In the early 20th century, George Gershwin was greatly influenced by African American music. He created a convincing synthesis of music from several traditions. Similarly inclined was Leonard Bernstein, who at times mixed non-tonal music with Jazz.

Many of the major classical composers of the 20th century were influenced by folk traditions, none more quintessentially, perhaps, than Charles Ives or Aaron Copland. Other composers adopted features of folk music, from the Appalachians, the plains and elsewhere, including Roy Harris, Elmer Bernstein, William Schuman, David Diamond, Elie Siegmeister, and others. Yet other early to mid-20th century composers continued in the more experimental traditions, including such figures as Charles Ives, George Antheil, John Cage and Henry Cowell.

It was during the 20th Century that film music was first created. Over the evolution of the cinema the music took on greater and greater sophistication. Significant composers of film music include Erich Wolfgang Korngold, Bernard Hermann, Jerry Goldsmith and John Williams.

The 20th Century also saw important works published by such significant immigrant composers as Igor Stravinsky and Arnold Schoenberg who came to America for a variety of reasons, including political persecution, aesthetic freedom and economic opportunity.

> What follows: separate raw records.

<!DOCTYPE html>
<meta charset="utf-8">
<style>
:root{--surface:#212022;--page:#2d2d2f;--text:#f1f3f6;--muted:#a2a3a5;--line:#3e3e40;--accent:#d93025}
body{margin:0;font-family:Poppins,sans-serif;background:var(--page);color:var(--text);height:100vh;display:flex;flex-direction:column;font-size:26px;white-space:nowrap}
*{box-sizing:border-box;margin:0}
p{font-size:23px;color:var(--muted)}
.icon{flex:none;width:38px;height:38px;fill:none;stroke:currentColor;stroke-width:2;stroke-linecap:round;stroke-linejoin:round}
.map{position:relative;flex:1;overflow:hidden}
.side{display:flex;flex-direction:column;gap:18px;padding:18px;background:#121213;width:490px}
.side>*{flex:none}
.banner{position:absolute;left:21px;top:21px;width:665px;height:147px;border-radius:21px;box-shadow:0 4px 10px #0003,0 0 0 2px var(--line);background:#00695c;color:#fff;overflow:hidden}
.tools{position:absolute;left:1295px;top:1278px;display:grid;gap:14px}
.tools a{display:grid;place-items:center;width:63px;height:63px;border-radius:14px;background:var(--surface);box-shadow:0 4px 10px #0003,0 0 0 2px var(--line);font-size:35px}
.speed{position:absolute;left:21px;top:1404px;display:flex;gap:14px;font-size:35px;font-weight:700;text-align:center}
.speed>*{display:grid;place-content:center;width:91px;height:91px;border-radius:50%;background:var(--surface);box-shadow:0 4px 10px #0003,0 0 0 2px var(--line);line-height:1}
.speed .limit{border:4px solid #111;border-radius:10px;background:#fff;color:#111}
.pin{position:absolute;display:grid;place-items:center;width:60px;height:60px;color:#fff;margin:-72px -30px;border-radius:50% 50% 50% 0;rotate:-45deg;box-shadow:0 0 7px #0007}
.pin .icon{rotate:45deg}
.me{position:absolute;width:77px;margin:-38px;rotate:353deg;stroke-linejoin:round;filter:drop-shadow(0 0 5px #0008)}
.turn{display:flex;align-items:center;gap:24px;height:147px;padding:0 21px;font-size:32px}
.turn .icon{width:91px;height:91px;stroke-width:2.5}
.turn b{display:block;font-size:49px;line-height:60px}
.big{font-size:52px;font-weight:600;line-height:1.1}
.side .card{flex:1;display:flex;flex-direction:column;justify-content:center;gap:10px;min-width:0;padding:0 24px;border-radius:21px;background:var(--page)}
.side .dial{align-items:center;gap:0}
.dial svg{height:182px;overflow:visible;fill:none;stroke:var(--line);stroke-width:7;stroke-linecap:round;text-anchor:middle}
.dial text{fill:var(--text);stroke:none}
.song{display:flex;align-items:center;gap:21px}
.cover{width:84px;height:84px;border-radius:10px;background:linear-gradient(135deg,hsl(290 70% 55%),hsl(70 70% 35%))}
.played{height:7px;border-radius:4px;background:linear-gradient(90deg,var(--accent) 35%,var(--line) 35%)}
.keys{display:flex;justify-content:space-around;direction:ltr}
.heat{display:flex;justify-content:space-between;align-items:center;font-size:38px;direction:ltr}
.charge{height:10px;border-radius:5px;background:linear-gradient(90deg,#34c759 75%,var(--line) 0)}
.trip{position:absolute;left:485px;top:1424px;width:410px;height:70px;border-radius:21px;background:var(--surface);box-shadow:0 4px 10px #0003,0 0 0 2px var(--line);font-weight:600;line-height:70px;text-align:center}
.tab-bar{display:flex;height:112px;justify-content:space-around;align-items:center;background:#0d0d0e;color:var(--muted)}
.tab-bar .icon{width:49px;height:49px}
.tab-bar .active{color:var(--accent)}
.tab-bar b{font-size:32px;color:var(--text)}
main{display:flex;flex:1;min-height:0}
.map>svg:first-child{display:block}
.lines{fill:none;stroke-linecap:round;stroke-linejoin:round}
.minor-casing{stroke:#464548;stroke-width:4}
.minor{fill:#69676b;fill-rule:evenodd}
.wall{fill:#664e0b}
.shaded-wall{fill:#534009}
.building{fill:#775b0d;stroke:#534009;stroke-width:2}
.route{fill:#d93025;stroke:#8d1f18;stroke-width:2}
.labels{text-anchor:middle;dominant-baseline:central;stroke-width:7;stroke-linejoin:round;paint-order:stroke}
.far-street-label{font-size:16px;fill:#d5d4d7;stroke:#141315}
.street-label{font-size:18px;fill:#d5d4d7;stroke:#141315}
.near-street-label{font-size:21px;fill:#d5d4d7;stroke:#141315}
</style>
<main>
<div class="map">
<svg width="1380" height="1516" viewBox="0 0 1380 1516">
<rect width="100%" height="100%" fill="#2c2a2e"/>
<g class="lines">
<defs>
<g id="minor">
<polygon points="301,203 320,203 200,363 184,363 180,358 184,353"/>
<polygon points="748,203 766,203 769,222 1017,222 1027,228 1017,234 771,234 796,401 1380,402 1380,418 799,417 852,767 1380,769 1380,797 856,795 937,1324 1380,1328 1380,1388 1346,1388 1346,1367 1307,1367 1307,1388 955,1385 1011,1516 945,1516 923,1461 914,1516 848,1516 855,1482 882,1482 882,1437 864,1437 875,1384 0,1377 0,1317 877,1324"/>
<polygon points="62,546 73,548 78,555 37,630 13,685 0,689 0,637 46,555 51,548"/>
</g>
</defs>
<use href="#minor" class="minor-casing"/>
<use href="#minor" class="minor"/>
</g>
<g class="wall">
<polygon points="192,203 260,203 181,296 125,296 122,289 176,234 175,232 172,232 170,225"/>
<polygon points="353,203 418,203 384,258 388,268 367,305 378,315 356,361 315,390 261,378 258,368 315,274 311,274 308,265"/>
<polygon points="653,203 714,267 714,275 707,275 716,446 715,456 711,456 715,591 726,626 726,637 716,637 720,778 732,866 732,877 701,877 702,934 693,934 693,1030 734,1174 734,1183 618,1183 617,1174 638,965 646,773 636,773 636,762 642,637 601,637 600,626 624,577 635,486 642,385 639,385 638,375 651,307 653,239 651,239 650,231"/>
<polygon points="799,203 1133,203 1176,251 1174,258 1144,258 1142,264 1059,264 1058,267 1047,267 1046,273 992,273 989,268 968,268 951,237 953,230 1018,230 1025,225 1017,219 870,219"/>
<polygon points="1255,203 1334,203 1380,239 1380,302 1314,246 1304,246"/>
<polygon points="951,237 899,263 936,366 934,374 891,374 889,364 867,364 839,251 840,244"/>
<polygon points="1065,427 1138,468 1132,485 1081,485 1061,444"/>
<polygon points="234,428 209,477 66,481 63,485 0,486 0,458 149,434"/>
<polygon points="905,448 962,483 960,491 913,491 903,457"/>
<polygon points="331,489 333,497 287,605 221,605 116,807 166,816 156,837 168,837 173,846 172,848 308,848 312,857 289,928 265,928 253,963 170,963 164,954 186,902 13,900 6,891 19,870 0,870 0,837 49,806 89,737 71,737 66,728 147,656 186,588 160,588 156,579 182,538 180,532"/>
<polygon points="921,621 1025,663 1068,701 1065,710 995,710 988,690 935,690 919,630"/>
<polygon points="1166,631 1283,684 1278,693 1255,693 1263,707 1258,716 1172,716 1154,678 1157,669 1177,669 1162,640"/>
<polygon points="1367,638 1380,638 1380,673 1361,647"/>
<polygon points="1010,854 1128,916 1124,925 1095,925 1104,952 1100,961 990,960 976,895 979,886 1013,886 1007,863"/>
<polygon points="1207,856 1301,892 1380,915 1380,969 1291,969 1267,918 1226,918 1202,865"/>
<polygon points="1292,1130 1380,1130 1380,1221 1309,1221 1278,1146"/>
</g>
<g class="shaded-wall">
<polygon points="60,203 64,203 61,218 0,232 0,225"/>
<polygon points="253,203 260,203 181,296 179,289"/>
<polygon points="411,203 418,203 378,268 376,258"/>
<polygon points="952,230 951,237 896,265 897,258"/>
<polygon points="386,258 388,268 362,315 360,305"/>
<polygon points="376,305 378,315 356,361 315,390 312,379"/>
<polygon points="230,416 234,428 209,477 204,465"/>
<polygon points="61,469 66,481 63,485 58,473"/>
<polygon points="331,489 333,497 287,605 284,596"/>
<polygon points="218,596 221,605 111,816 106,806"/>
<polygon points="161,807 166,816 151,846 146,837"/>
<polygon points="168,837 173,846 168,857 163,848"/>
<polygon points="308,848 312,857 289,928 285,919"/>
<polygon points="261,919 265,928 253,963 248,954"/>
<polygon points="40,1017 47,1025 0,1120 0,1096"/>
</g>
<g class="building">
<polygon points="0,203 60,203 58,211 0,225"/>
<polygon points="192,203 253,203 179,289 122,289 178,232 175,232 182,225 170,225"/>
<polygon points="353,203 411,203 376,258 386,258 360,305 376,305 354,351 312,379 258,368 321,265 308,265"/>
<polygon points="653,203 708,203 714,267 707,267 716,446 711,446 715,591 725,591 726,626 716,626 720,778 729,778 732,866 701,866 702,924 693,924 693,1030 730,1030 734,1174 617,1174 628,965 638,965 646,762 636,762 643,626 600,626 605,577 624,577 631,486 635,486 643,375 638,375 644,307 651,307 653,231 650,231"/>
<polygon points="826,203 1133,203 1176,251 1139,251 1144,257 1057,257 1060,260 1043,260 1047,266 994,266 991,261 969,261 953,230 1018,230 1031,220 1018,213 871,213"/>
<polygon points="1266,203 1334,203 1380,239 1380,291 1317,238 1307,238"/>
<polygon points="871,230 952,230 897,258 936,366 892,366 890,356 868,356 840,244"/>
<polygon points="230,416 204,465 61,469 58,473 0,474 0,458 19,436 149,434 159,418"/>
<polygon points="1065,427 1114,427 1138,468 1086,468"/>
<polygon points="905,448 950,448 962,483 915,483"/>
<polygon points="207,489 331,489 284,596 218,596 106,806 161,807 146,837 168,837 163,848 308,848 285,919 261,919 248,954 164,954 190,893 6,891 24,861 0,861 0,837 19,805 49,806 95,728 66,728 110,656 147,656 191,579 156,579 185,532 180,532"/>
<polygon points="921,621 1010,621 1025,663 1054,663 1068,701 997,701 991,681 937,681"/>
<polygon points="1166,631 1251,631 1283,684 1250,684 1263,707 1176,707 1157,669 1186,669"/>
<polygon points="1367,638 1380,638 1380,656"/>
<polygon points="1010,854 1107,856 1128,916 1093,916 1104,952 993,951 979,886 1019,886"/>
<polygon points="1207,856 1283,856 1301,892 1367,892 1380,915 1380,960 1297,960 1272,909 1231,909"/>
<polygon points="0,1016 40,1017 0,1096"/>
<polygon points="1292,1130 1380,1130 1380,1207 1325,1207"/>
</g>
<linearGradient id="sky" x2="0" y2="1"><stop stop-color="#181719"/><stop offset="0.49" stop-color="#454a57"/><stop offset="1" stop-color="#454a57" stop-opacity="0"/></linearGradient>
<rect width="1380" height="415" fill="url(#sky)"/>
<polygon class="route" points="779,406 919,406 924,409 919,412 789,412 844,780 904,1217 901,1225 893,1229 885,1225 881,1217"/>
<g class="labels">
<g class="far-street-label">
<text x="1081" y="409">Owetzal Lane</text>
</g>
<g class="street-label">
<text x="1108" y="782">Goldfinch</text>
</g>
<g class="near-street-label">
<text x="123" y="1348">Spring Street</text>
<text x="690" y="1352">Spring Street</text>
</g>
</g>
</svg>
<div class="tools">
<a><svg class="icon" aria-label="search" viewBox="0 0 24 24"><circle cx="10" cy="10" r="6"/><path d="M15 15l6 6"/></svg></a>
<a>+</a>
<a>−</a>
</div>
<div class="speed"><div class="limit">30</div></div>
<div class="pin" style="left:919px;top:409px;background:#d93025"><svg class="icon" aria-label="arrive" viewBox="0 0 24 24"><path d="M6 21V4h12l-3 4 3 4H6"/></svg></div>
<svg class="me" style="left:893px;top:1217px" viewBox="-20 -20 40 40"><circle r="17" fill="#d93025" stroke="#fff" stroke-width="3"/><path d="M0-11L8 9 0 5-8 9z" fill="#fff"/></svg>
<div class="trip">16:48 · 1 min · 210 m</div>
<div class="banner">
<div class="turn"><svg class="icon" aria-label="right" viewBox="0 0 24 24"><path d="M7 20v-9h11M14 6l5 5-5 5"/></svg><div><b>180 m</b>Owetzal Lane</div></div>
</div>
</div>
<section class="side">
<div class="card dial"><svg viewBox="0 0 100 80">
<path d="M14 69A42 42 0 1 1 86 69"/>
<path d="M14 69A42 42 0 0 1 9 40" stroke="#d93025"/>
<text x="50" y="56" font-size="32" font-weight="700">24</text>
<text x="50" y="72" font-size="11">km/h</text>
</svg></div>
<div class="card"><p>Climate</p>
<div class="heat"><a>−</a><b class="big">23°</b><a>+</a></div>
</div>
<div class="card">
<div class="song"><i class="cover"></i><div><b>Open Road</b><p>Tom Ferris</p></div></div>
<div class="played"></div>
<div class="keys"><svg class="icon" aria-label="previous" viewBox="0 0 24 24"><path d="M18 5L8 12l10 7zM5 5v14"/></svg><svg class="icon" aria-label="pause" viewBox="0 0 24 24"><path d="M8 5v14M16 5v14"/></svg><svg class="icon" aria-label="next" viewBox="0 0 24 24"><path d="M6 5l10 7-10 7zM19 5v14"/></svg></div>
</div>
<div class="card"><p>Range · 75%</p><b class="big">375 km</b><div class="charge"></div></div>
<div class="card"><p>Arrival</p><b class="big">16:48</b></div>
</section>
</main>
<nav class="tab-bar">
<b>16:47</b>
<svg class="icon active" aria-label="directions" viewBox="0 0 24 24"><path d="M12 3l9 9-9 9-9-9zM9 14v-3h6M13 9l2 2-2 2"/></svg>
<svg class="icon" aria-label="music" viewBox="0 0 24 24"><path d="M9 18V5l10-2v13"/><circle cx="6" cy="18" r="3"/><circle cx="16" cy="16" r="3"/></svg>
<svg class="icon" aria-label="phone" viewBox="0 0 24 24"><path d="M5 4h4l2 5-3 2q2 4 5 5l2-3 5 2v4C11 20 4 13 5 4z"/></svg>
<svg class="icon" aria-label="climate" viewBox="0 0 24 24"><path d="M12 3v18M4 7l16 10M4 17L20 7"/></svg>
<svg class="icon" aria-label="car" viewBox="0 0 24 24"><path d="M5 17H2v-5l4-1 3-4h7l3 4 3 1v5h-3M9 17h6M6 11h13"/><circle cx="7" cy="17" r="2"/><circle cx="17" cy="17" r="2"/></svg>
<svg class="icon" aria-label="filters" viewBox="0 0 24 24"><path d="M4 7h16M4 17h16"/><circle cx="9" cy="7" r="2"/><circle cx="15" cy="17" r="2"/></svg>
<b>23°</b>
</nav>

In the 1980s, after a period during which self-defined American "classical" composers like John Cage adopted atonal structures, Philip Glass revived tonality and traditional genres, such as opera in works like Einstein on the Beach. Glass helped create a mass market for "classical" music after audiences outside of the avant-garde had simply generally refused Modernist, atonal music.

A pessimist model, shared by Aldous Huxley and Theodor Adorno, of the classical tradition in Europe was that it peaked with Beethoven. Aldous Huxley believed that subsequent classical music was vulgarized with the re-entry of the unsublimated erotic and Adorno believed that commodification entered with Wagner. "American classical music" flourished much after Beethoven. Some might say, beyond the pessimism of European sentimentalities.